L’ingrédient actif de la quinine ghanéenne est un alcaloïde appelé cryptolépine, que les gens utilisent traditionnellement contre le paludisme, l’hépatite, la septicémie et la tuberculose.

La renouée du Japon contient un antioxydant appelé resvératrol. Certaines études ont suggéré que le resvératrol pourrait avoir des propriétés anticancéreuses et protéger la santé du cœur et du cerveau.

« Cette étude fournit la première preuve convaincante que certaines des herbes utilisées par les patients, comme le Cryptolepis, le noyer noir, l’armoise douce, la griffe de chat et la renouée du Japon, ont une activité puissante contre les bactéries de la maladie de Lyme, en particulier les formes persistantes dormantes, qui ne sont pas tuées par les antibiotiques de Lyme actuels », a déclaré le professeur Ying Zhang, co-auteur de l’étude.

Un traitement d’une semaine éradique les bactéries

Dans l’étude actuelle, les scientifiques ont observé que les extraits de quinine ghanéenne et de renouée du Japon empêchaient les bactéries libres de proliférer, même lorsqu’ils étaient présents à de faibles concentrations – de 0,03 à 0,5 % – dans des plats de laboratoire.

Les deux extraits de plantes ont également tué des microcolonies entières de la bactérie responsable de la maladie de Lyme.

En fait, un seul traitement de 7 jours avec un extrait de quinine ghanéenne à 1 % a permis d’éradiquer la bactérie dans des boîtes de laboratoire. De plus, la bactérie n’a pas pu revenir après ce traitement.

Dans le même temps, certains autres composés naturels testés par les chercheurs ont donné des résultats insignifiants, voire nuls.

C’est le cas des extraits de pépins de pamplemousse, de la chirette verte(Andrographis paniculata), de l’ashwagandha, de la stévia, de la cardère(Dipsacus fullonum) et de la cardère du Japon.

Les chercheurs ont également testé d’autres substances qui, selon des données anecdotiques, pourraient être efficaces contre la maladie de Lyme.
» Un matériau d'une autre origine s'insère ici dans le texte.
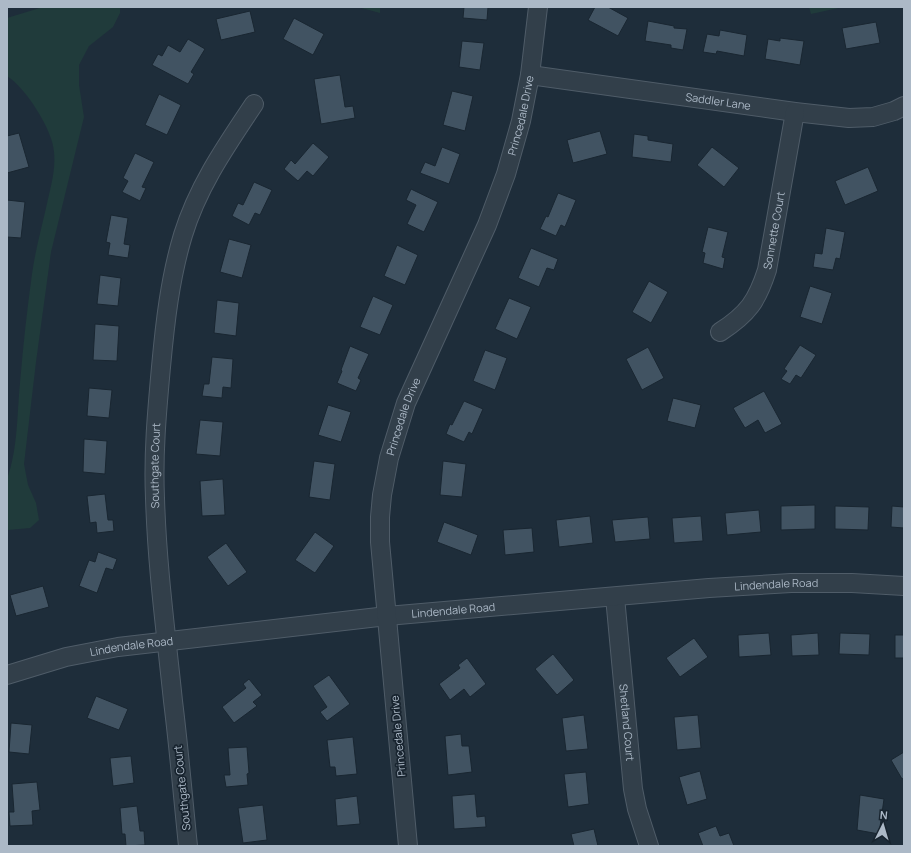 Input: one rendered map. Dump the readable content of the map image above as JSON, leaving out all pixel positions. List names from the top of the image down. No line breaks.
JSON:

Il s’agissait de l’argent colloïdal, de la monolaurine monoglycéride et du peptide antimicrobien LL37, également présent dans les cellules immunitaires humaines. Aucune de ces substances n’a d’effet significatif sur B. burgdorferi.

Si les résultats actuels indiquent que de nombreuses plantes sont prometteuses pour le traitement de la maladie de Lyme, les chercheurs préviennent que des études sur des animaux et des humains sont encore nécessaires pour confirmer l’efficacité et la sécurité des remèdes naturels.

« Les patients et leurs cliniciens se tournent de plus en plus vers les remèdes à base de plantes comme options de traitement supplémentaires, et nous espérons que ces résultats contribueront à une meilleure compréhension de ces thérapies. Mais d’autres études précliniques et essais cliniques seront nécessaires pour établir les preuves d’un traitement efficace des patients atteints de la maladie de Lyme. »

– Le coauteur de l’étude, Jacob Leone, Ph.D.

Le coauteur de l’étude, Jacob Leone, Ph.D., reconnaît également des conflits d’intérêts potentiels, déclarant qu’il est « propriétaire de deux cabinets médicaux naturopathiques, FOCUS Health Group et Door One Concierge, qui [fournissent] un traitement aux patients atteints de maladies transmises par les tiques ».